Data analysis is difficult without the proper tools. It is almost impossible to extract patterns directly from a large set of numbers aligned in rows and columns and draw any conclusion, even for experts. A suitable tool, such as R, will remarkably boost your productivity in working with data. From my experience, learning a programming language is somehow like learning a human language. It is probably not a good idea to jump right into the details of vocabulary and grammar before looking at the big picture, getting motivated, and starting small. This chapter gives you a quick start by taking an overview of the R programming language in depth.
In this chapter, we will cover the following topics:
The need for R
Tools required to write R code
As soon as the software and tools are ready to go, you will write a simple R program to experience how it basically works. Once this is done, the R journey will unfold from the basics to advanced techniques and applications.
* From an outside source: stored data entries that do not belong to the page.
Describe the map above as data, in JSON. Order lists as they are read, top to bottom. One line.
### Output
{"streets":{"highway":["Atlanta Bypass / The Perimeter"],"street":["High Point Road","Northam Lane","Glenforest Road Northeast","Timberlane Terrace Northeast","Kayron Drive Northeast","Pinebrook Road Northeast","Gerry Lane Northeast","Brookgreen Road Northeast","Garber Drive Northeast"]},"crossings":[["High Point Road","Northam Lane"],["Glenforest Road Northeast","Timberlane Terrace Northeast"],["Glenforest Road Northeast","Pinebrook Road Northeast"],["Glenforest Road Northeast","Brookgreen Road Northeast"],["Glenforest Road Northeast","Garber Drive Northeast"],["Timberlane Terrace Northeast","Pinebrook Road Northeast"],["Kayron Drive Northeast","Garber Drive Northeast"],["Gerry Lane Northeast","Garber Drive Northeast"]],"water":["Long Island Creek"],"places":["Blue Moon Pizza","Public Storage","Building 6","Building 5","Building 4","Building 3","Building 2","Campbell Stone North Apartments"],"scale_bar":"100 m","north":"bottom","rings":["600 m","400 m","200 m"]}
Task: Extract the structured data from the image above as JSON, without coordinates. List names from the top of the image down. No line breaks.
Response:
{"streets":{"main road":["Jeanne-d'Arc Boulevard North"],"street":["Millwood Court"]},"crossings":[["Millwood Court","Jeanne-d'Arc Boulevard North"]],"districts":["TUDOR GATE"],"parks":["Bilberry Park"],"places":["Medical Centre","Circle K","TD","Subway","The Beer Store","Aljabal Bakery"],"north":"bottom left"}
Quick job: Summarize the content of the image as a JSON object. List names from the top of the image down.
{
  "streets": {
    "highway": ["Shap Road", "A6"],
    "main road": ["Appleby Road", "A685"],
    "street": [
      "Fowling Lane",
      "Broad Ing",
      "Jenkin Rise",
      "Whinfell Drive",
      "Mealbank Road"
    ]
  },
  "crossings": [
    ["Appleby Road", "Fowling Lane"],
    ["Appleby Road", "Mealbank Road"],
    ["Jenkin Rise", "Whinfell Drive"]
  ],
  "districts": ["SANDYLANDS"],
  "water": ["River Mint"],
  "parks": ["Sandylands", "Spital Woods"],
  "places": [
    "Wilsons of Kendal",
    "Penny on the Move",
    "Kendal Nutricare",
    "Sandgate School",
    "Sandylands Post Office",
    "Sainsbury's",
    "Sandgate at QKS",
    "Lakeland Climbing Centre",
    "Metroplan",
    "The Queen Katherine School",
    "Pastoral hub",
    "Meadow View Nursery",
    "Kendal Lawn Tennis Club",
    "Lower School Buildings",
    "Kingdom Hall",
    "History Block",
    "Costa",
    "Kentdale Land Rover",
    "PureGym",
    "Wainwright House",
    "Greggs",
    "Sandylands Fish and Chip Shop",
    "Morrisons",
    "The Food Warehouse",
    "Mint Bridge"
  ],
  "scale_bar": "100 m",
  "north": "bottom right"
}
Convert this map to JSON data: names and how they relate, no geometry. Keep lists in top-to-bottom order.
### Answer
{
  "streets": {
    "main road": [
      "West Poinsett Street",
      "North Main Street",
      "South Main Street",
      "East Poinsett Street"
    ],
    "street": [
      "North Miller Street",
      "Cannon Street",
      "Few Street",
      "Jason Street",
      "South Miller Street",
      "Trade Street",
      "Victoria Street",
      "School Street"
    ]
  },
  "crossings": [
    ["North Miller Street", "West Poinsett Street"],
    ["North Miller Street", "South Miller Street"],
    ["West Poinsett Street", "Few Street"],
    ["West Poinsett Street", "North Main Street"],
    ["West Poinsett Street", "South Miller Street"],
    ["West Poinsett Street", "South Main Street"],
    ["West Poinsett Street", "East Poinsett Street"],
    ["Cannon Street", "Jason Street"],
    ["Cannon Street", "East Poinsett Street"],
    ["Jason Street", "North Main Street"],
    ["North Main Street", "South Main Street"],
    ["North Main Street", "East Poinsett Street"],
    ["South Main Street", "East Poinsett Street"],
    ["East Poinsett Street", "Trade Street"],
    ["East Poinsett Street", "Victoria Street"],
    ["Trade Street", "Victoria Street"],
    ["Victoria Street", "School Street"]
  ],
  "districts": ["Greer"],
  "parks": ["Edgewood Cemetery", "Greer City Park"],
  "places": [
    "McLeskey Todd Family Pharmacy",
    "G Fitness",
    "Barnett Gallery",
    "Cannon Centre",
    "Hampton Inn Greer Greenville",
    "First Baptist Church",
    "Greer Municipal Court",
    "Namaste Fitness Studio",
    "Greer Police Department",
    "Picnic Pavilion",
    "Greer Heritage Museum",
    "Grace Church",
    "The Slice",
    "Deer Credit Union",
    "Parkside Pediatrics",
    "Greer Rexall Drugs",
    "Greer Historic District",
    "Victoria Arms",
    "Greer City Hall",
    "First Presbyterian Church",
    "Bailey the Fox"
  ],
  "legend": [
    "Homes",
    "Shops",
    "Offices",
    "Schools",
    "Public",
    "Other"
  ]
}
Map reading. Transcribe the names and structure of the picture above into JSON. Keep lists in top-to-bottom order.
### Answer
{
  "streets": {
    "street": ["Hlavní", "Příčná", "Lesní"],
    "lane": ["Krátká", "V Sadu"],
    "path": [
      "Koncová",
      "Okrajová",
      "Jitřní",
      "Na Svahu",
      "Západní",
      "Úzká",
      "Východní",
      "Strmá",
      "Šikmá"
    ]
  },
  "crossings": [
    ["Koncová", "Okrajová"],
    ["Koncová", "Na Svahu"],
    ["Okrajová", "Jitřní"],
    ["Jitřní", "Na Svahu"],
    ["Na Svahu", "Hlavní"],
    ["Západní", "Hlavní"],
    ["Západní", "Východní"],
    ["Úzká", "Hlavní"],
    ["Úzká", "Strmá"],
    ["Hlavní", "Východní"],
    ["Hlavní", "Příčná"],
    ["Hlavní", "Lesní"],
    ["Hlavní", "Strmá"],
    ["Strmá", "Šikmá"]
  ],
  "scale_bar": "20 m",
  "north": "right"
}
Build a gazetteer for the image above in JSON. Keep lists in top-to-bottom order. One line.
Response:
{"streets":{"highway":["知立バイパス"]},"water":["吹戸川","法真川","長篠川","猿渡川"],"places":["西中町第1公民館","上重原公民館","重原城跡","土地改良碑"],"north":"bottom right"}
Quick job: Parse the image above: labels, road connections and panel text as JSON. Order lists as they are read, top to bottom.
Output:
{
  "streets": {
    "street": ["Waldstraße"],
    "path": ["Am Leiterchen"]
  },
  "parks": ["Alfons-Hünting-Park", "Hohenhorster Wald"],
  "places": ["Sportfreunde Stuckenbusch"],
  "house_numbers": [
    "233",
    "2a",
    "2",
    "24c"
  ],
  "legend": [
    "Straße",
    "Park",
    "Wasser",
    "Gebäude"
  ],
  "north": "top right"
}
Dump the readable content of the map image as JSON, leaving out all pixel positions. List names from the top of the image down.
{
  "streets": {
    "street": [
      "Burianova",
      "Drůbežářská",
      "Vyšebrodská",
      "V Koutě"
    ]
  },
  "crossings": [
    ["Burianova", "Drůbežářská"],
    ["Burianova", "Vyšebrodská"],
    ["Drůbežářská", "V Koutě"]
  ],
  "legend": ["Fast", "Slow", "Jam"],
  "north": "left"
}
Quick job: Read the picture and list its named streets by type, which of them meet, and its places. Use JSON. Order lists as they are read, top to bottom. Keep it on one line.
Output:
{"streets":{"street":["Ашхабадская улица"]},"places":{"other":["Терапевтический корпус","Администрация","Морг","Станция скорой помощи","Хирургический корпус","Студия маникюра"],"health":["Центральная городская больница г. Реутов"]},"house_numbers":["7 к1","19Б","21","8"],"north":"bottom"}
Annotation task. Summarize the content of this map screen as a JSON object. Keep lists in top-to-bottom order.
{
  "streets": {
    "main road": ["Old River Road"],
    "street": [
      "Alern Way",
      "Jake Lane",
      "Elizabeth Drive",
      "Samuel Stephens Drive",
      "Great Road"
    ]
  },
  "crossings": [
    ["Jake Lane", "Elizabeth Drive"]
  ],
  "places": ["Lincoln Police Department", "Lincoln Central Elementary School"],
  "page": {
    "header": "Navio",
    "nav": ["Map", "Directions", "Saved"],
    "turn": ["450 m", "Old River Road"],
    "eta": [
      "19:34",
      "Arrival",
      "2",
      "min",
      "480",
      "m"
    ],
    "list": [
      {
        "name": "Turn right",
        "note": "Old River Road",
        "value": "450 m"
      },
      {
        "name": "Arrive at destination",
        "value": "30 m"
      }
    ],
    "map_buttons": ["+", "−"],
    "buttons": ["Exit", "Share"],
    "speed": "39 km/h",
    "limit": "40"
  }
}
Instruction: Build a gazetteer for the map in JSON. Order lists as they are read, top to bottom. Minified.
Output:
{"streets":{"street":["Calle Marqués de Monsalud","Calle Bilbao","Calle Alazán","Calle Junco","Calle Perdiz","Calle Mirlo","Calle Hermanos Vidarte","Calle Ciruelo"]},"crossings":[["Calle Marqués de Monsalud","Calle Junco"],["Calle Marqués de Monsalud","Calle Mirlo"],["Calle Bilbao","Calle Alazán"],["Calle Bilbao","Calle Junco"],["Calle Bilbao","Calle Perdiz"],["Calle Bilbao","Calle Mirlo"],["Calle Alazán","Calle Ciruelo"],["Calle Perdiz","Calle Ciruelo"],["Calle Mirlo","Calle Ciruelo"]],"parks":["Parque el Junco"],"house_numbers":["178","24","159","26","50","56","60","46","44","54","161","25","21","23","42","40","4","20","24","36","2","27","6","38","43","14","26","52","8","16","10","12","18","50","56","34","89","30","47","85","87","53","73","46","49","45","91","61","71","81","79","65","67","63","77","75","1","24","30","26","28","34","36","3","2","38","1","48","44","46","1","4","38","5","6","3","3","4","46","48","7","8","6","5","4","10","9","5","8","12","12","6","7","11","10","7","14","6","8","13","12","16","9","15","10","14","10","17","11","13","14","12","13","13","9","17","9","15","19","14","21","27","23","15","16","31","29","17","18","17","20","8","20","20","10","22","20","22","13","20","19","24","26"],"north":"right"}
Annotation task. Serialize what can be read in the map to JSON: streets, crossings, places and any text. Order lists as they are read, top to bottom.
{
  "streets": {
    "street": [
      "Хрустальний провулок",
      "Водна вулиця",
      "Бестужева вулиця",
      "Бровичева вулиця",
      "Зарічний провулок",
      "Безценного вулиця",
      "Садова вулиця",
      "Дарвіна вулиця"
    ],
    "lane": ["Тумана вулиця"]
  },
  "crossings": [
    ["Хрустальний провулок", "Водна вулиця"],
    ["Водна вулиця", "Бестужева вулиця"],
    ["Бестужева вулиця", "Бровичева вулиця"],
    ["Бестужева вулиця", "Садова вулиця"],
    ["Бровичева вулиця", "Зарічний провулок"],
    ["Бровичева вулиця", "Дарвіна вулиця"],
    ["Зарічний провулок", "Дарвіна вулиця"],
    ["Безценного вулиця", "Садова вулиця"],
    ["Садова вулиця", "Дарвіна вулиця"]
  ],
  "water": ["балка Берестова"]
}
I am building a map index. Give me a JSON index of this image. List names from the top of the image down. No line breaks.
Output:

R is a powerful programming language and environment for statistical computing, data exploration, analysis, and visualization. It is free, open source, and has a strong, rapidly growing community where users and developers share their experience and actively contribute to the development of more than 7,500 packages, so that R can deal with problems in a wide range of fields (refer to https://cran.r-project.org/web/views/).
Although the origin of the R programming language dates back to 1993, its general adoption in R programming language data-related research industry has grown rapidly in the last decade and has become the lingua franca of data science.
In general, R should be viewed as more than just a programming language; it is a comprehensive computing environment, a strong and active community, and a rapidly growing and expanding ecosystem.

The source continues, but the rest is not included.